• **Exercise**
When the string "href" appears in a line of the records, show the whole line.

• **Exercise material**
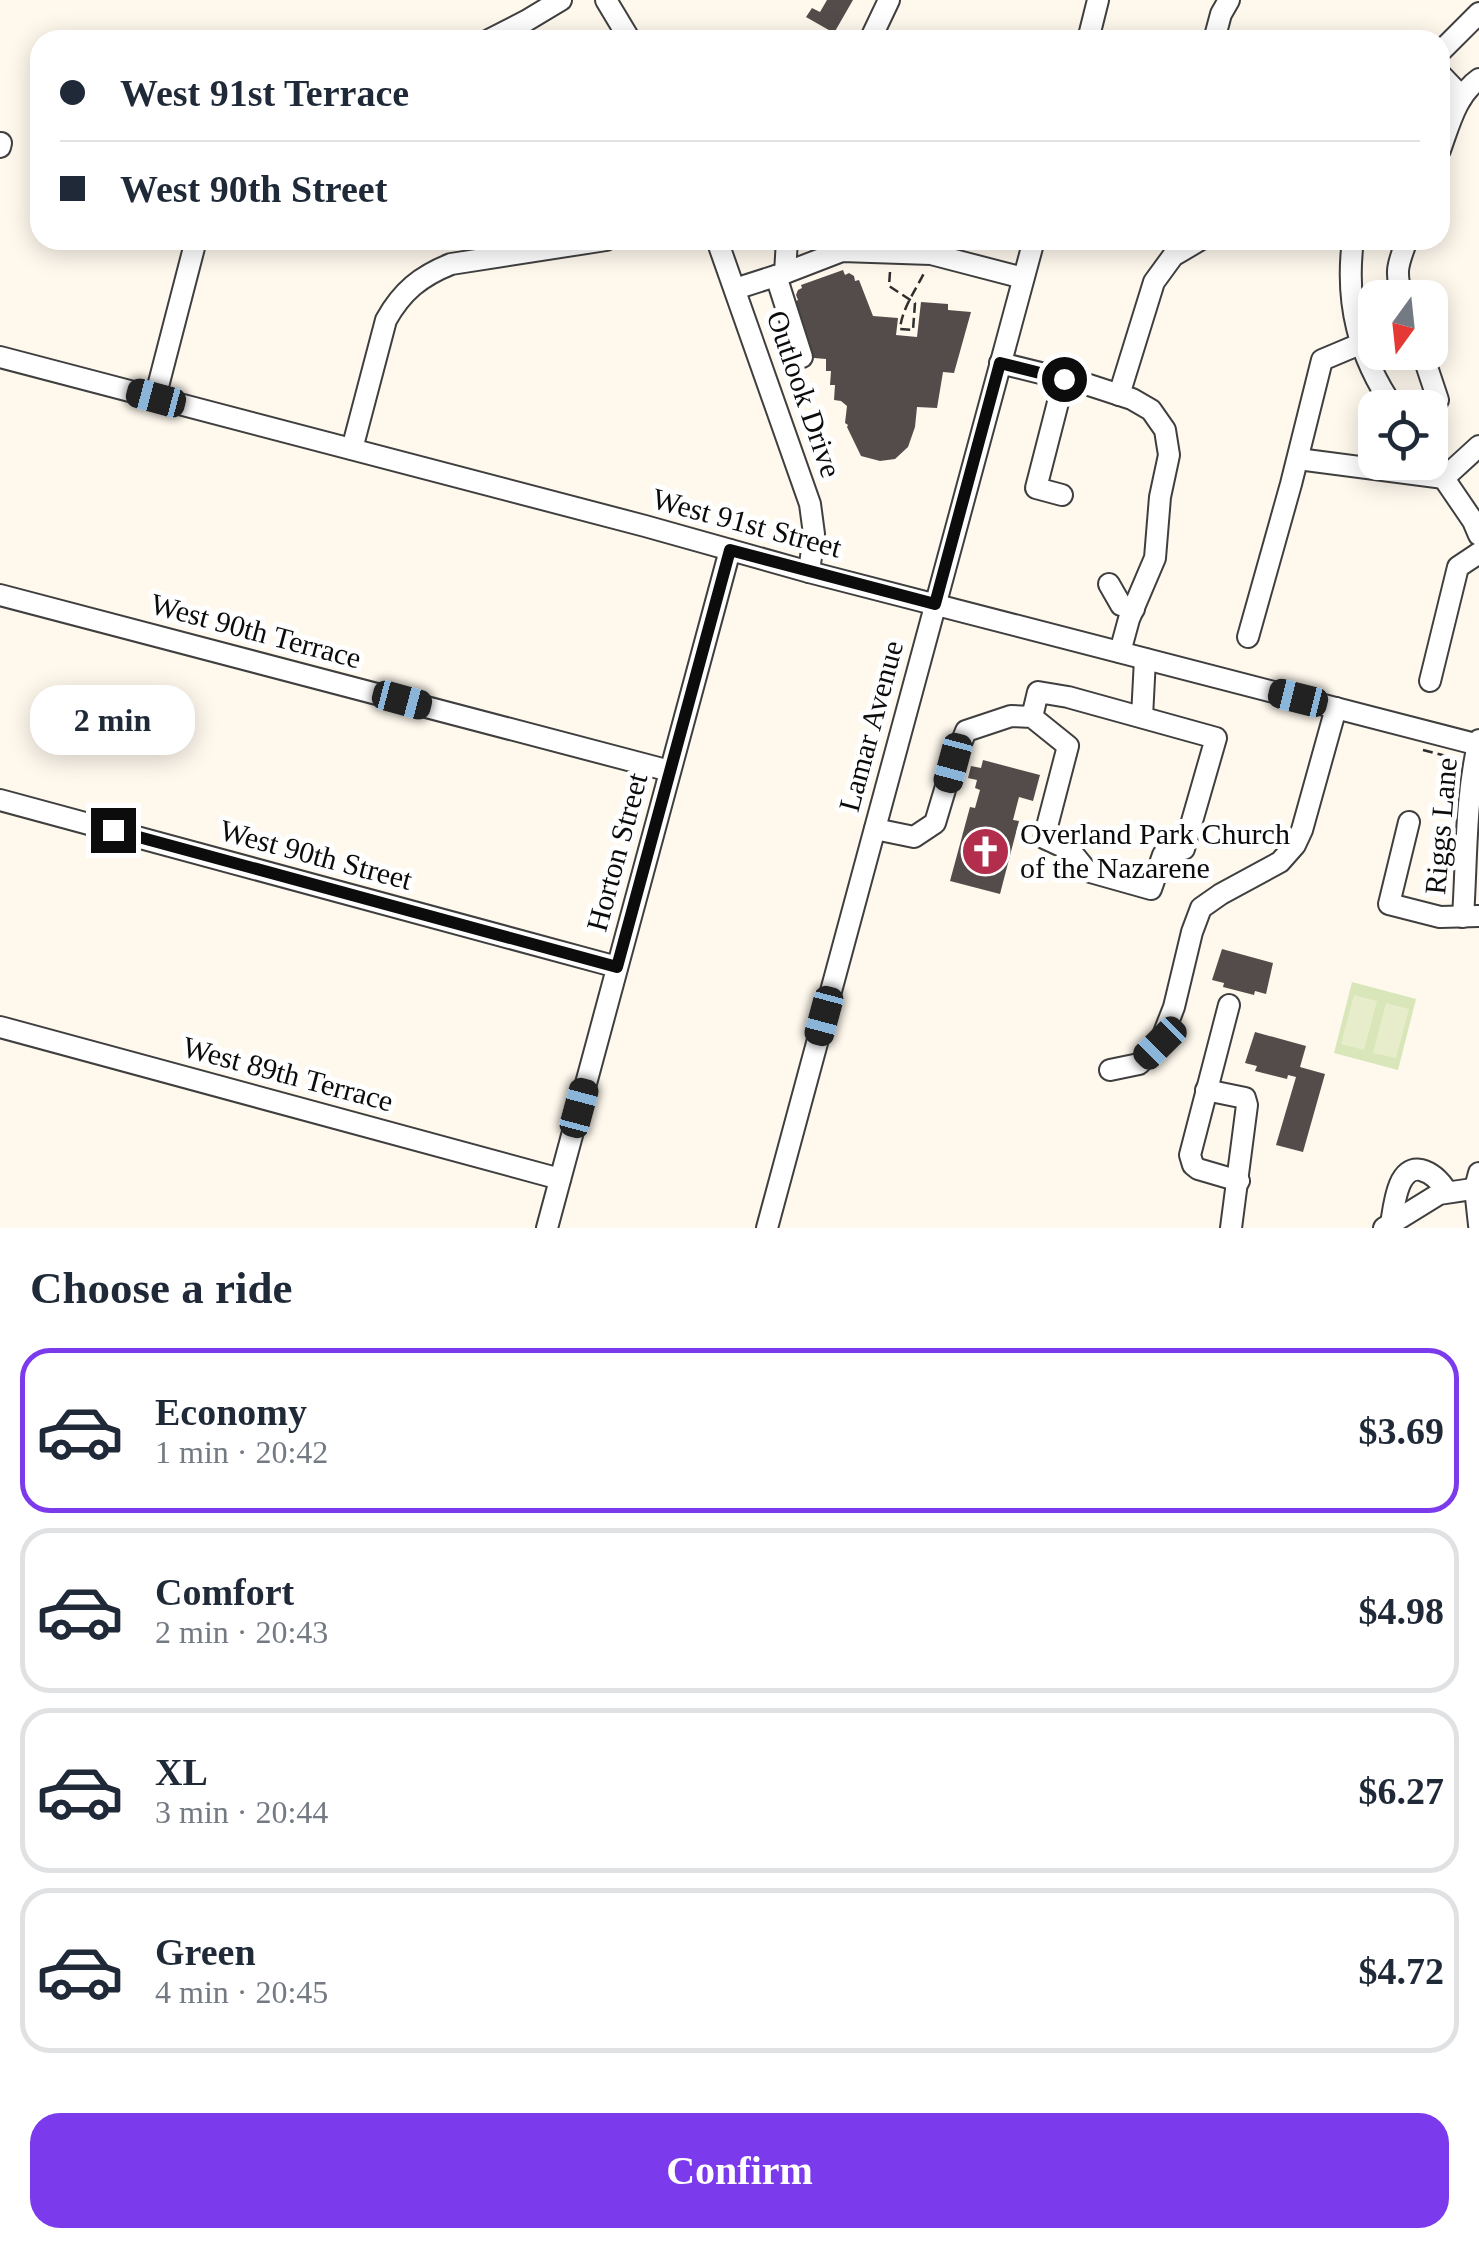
<!DOCTYPE html>
<meta charset="utf-8">
<style>
:root{--surface:#fff;--page:#f2f2f3;--text:#1f2937;--muted:#747a83;--line:#e0e1e3;--accent:#7c3aed}
body{margin:0;font-family:Georgia,serif;background:var(--page);color:var(--text);height:100vh;display:flex;flex-direction:column;font-size:38px;white-space:nowrap}
*{box-sizing:border-box;margin:0}
p{font-size:32px;color:var(--muted)}
.icon{flex:none;width:55px;height:55px;fill:none;stroke:currentColor;stroke-width:2;stroke-linecap:round;stroke-linejoin:round}
.map{position:relative;height:1228px;overflow:hidden}
.sheet{display:flex;flex-direction:column;background:var(--surface);flex:1}
.sheet>*{flex:none}
.hud{position:absolute;left:30px;top:30px;width:1420px;height:220px;border-radius:30px;box-shadow:0 5px 25px #0003;display:grid;align-content:center;height:220px;padding:0 30px;background:var(--surface)}
.needle{width:65px;rotate:195deg}
.controls{position:absolute;left:1358px;top:280px;display:grid;gap:20px}
.controls a{display:grid;place-items:center;width:90px;height:90px;border-radius:20px;background:var(--surface);box-shadow:0 5px 25px #0003;font-size:50px}
.end{position:absolute;width:45px;height:45px;margin:-22px;border:12px solid #0c0c0c;background:#fff;box-shadow:0 0 0 5px #fff}
.from{border-radius:50%}
.bubble{position:absolute;height:70px;border-radius:30px;background:var(--surface);box-shadow:0 5px 25px #0003;font-size:32px;font-weight:600;line-height:70px;text-align:center}
.car{position:absolute;width:30px;height:60px;margin:-30px -15px;border-radius:12px;box-shadow:0 0 8px 2px #0007;background:linear-gradient(#222 24%,#8ab4d8 0 40%,#222 0 76%,#8ab4d8 0 86%,#222 0)}
.hud b{display:flex;align-items:center;gap:35px;height:95px;font-size:38px}
.hud b+b{border-top:2px solid var(--line)}
.hud i{width:25px;height:25px;background:var(--text)}
ul{padding:0;list-style:none}
li{display:flex;align-items:center;gap:30px;height:165px;margin:0 20px 15px;padding:0 10px;border:5px solid var(--line);border-radius:30px}
li div{flex:1}
li b{display:block;font-size:38px}
li em{font-style:normal;font-weight:600}
li.on{border-color:var(--accent)}
li>.icon{width:90px;height:90px;stroke-width:1.5}
h2{padding:0 30px;font-size:45px;line-height:120px}
.cta{display:flex;gap:20px;margin-top:auto;padding:20px 30px}
.cta a{flex:1;height:115px;border-radius:30px;background:var(--accent);color:#fff;font-size:40px;font-weight:600;line-height:115px;text-align:center}
.map>svg:first-child{display:block}
</style>
<div class="map">
<svg width="1479" height="1228" viewBox="0 0 1479 1228">
<rect width="100%" height="100%" fill="#fef8ed"/>
<polygon fill="#d8e6b9" points="1352,982 1416,999 1398,1070 1334,1053"/>
<g fill="#e7edca">
<polygon points="1354,995 1377,1001 1364,1050 1341,1044"/>
<polygon points="1386,1003 1409,1009 1396,1058 1373,1053"/>
</g>
<g fill="#544c4a">
<polygon points="827,0 853,0 834,33 806,17 812,8 820,12"/>
<polygon points="843,270 845,275 849,273 854,276 855,281 859,280 873,316 898,318 896,335 917,337 921,302 948,304 948,310 971,312 954,373 943,372 937,408 917,407 915,427 908,447 895,459 880,461 861,456 847,427 848,425 845,423 847,406 841,401 834,400 835,385 830,385 831,371 826,371 826,359 814,358 794,302 798,300 796,295 798,290 802,288 801,285"/>
<polygon points="983,760 1040,775 1033,801 1019,797 1013,820 1019,821 1000,894 950,881 970,807 975,808 980,790 975,788 977,780 968,778 971,766 981,768"/>
<polygon points="1222,949 1273,963 1266,994 1255,991 1254,995 1223,987 1224,983 1212,980"/>
<polygon points="1255,1032 1306,1046 1300,1067 1325,1074 1303,1152 1276,1145 1296,1077 1288,1075 1287,1079 1255,1071 1257,1066 1245,1063"/>
</g>
<g fill="none" stroke-linecap="round" stroke-linejoin="round">
<defs>
<g id="minor">
<polyline points="606,0 630,40"/>
<polyline points="489,40 526,21 561,0"/>
<polyline points="870,40 889,0"/>
<polyline points="1088,40 1098,0"/>
<polyline points="1214,40 1221,14 1229,0"/>
<polyline points="1440,52 1479,13"/>
<polyline points="1440,74 1462,97"/>
<polyline points="0,147 1,143"/>
<path d="M1440,150C1449,126 1456,95 1479,79"/>
<polyline points="717,240 810,504 814,534 809,572"/>
<path d="M1353,240C1345,302 1358,356 1394,408"/>
<polyline points="785,273 842,251 931,254 1023,278"/>
<polyline points="776,276 802,357"/>
<polyline points="735,289 785,273 787,240"/>
<path d="M1403,298C1394,272 1398,264 1407,240"/>
<polyline points="1422,352 1438,400 1430,414"/>
<polyline points="0,357 645,526 809,572 1479,745"/>
<polyline points="1000,363 1089,385 1132,399 1151,410 1165,430 1169,455 1160,497 1155,558 1129,619 1120,652"/>
<polyline points="1119,395 1154,282 1173,256 1200,240"/>
<polyline points="155,398 196,240"/>
<path d="M352,449L386,320C402,291 421,276 451,264L606,240"/>
<polyline points="1430,458 1473,521 1479,535"/>
<polyline points="1298,459 1444,478 1479,446"/>
<polyline points="1062,495 1036,488 1064,379"/>
<polyline points="1109,584 1121,605 1134,609"/>
<polyline points="0,595 670,771"/>
<polyline points="1248,637 1291,484 1322,360 1360,344"/>
<polyline points="1430,681 1458,567 1479,553"/>
<polyline points="1142,717 1145,659"/>
<polyline points="0,800 617,967"/>
<polyline points="1409,822 1389,904 1440,917 1479,916"/>
<polyline points="875,829 914,837 935,823 953,763 966,731 1011,716 1032,717 1038,692 1068,697 1216,738 1184,849 1163,855 1151,889 1087,871 1070,850 1044,838 1068,746 1032,717"/>
<path d="M1463,917C1467,857 1465,799 1479,740"/>
<polyline points="1229,1005 1190,1155 1193,1165 1198,1169 1239,1181"/>
<polyline points="0,1027 560,1179"/>
<polyline points="1110,1070 1139,1064 1160,1043 1174,1007 1192,932 1201,908 1221,894 1280,862 1295,845 1302,830 1336,708"/>
<polyline points="1206,1090 1245,1098 1247,1105 1231,1228"/>
<path d="M1391,1224C1394,1207 1397,1165 1421,1170C1433,1173 1441,1182 1447,1192"/>
<polyline points="1479,1225 1475,1188 1479,1173"/>
<polyline points="547,1228 730,550"/>
<polyline points="767,1228 1034,240"/>
<polyline points="1384,1228 1439,1194 1479,1188"/>
</g>
</defs>
<use href="#minor" stroke="#3f3f3f" stroke-width="24"/>
<g stroke="#2e2e2e" stroke-width="2.5" stroke-dasharray="10 5" stroke-linecap="butt">
<path d="M890,272L889,286L915,303L913,330L900,329C902,308 916,290 925,271"/>
<polyline points="1423,750 1458,759"/>
</g>
<use href="#minor" stroke="#fff" stroke-width="20"/>
</g>
<g fill="none" stroke-linecap="round" stroke-linejoin="round">
<polyline stroke="#0c0c0c" stroke-width="12" points="113,830 617,967 730,550 935,604 1000,363 1064,379"/>
</g>
<defs>
<symbol id="church-disc" viewBox="-11 -11 22 22"><circle r="9.5" fill="#b32e4c" stroke="#fff"/><path d="M-1.2-6h2.4v3.5h3.3v2.4h-3.3V6h-2.4V-.1h-3.3v-2.4h3.3Z" fill="#fff"/></symbol>
</defs>
<g fill-rule="evenodd">
<use href="#church-disc" x="958" y="824" width="55" height="55"/>
</g>
<g text-anchor="middle" stroke-width="10" stroke-linejoin="round" paint-order="stroke">
<g font-size="30" fill="#0c0c0c" stroke="#fff">
<text transform="translate(804 394) rotate(71)" y="10">Outlook Drive</text>
<text transform="translate(747 523) rotate(15)" y="10">West 91st Street</text>
<text transform="translate(256 631) rotate(15)" y="10">West 90th Terrace</text>
<text transform="translate(871 726) rotate(-75)" y="10">Lamar Avenue</text>
<text transform="translate(1441 826) rotate(-85)" y="10">Riggs Lane</text>
<text transform="translate(617 852) rotate(-75)" y="10">Horton Street</text>
<text transform="translate(316 855) rotate(15)" y="10">West 90th Street</text>
<text transform="translate(288 1074) rotate(15)" y="10">West 89th Terrace</text>
</g>
<g font-size="30" fill="#0c0c0c" stroke="#fff" text-anchor="start">
<text x="1020" y="844">Overland Park Church<tspan x="1020" dy="34">of the Nazarene</tspan></text>
</g>
</g>
</svg>
<div class="controls">
<a><svg class="needle" viewBox="-14 -14 28 28"><path d="M0-13l5 13h-10z" fill="#e53935"/><path d="M0 13l5-13h-10z" fill="#747a83"/></svg></a>
<a><svg class="icon" aria-label="locate" viewBox="0 0 24 24"><circle cx="12" cy="12" r="6"/><path d="M12 2v4M12 18v4M2 12h4M18 12h4"/></svg></a>
</div>
<i class="end from" style="left:1064px;top:379px"></i>
<i class="end" style="left:113px;top:830px"></i>
<div class="bubble" style="left:30px;top:685px;width:165px">2 min</div>
<i class="car" style="left:156px;top:398px;rotate:285deg"></i>
<i class="car" style="left:1298px;top:698px;rotate:284deg"></i>
<i class="car" style="left:402px;top:700px;rotate:105deg"></i>
<i class="car" style="left:953px;top:763px;rotate:195deg"></i>
<i class="car" style="left:824px;top:1016px;rotate:195deg"></i>
<i class="car" style="left:1160px;top:1043px;rotate:225deg"></i>
<i class="car" style="left:579px;top:1108px;rotate:15deg"></i>
<div class="hud">
<b><i class="from"></i>West 91st Terrace</b>
<b><i></i>West 90th Street</b>
</div>
</div>
<section class="sheet">
<h2>Choose a ride</h2>
<ul>
<li class="on"><svg class="icon" aria-label="car" viewBox="0 0 24 24"><path d="M5 17H2v-5l4-1 3-4h7l3 4 3 1v5h-3M9 17h6M6 11h13"/><circle cx="7" cy="17" r="2"/><circle cx="17" cy="17" r="2"/></svg><div><b>Economy</b><p>1 min · 20:42</p></div><em>$3.69</em></li>
<li><svg class="icon" aria-label="car" viewBox="0 0 24 24"><path d="M5 17H2v-5l4-1 3-4h7l3 4 3 1v5h-3M9 17h6M6 11h13"/><circle cx="7" cy="17" r="2"/><circle cx="17" cy="17" r="2"/></svg><div><b>Comfort</b><p>2 min · 20:43</p></div><em>$4.98</em></li>
<li><svg class="icon" aria-label="car" viewBox="0 0 24 24"><path d="M5 17H2v-5l4-1 3-4h7l3 4 3 1v5h-3M9 17h6M6 11h13"/><circle cx="7" cy="17" r="2"/><circle cx="17" cy="17" r="2"/></svg><div><b>XL</b><p>3 min · 20:44</p></div><em>$6.27</em></li>
<li><svg class="icon" aria-label="car" viewBox="0 0 24 24"><path d="M5 17H2v-5l4-1 3-4h7l3 4 3 1v5h-3M9 17h6M6 11h13"/><circle cx="7" cy="17" r="2"/><circle cx="17" cy="17" r="2"/></svg><div><b>Green</b><p>4 min · 20:45</p></div><em>$4.72</em></li>
</ul>
<div class="cta"><a>Confirm</a></div>
</section>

• **Output below**
<use href="#minor" stroke="#3f3f3f" stroke-width="24"/>
<use href="#minor" stroke="#fff" stroke-width="20"/>
<use href="#church-disc" x="958" y="824" width="55" height="55"/>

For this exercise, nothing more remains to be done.